(YOUR INSTRUCTIONS) Check every line of the entries below for the word "Moineaux", and copy the ones that have it.
(EXTRACTED RECORDS Opens)
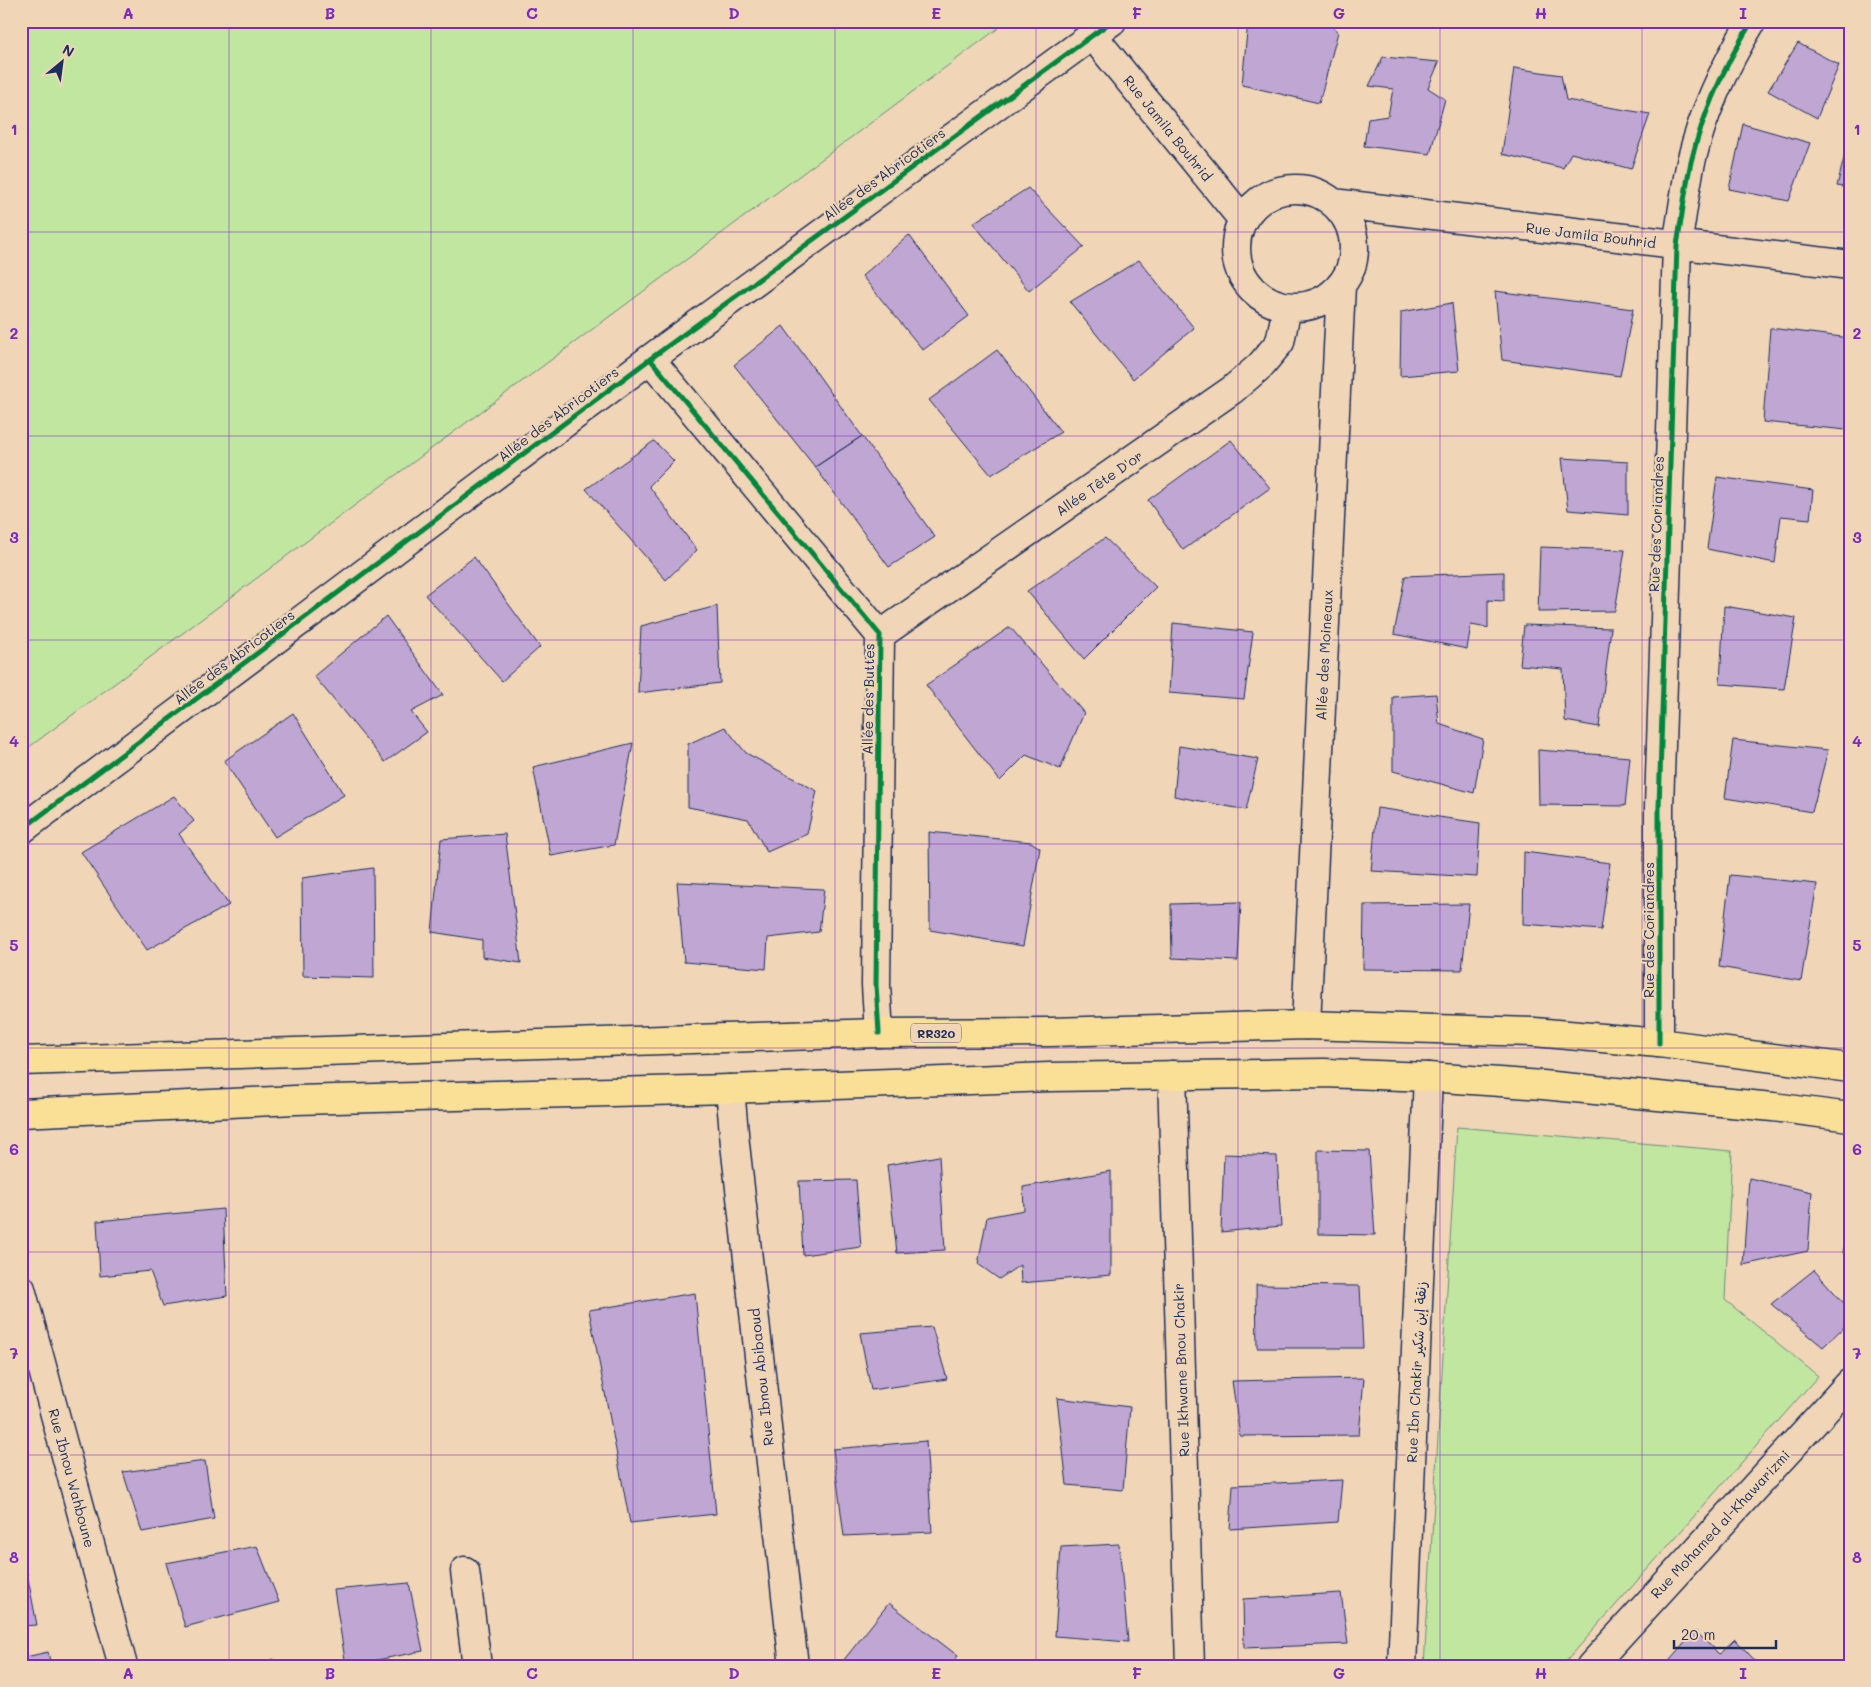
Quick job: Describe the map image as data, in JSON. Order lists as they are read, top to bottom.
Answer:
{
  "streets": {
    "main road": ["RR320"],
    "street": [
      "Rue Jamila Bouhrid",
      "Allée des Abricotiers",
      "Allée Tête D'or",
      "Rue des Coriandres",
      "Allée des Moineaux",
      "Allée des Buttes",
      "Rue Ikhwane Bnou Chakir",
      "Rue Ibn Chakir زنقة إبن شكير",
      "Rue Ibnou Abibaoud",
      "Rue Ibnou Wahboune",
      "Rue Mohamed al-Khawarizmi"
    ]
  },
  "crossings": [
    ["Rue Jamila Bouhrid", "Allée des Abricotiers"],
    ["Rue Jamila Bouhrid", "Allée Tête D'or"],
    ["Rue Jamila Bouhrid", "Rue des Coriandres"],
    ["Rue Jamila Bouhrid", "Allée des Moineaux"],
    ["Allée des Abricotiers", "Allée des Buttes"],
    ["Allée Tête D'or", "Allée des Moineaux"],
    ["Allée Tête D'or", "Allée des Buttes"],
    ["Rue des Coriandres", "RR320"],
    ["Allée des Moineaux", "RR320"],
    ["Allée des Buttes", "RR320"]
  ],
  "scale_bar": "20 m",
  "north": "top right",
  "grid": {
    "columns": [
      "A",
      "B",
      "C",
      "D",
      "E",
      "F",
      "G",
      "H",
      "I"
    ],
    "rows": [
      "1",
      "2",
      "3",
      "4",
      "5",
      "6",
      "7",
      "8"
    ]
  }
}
(EXTRACTED RECORDS Closes)
(WRITTEN RESPONSE)
      "Allée des Moineaux",
    ["Rue Jamila Bouhrid", "Allée des Moineaux"],
    ["Allée Tête D'or", "Allée des Moineaux"],
    ["Allée des Moineaux", "RR320"],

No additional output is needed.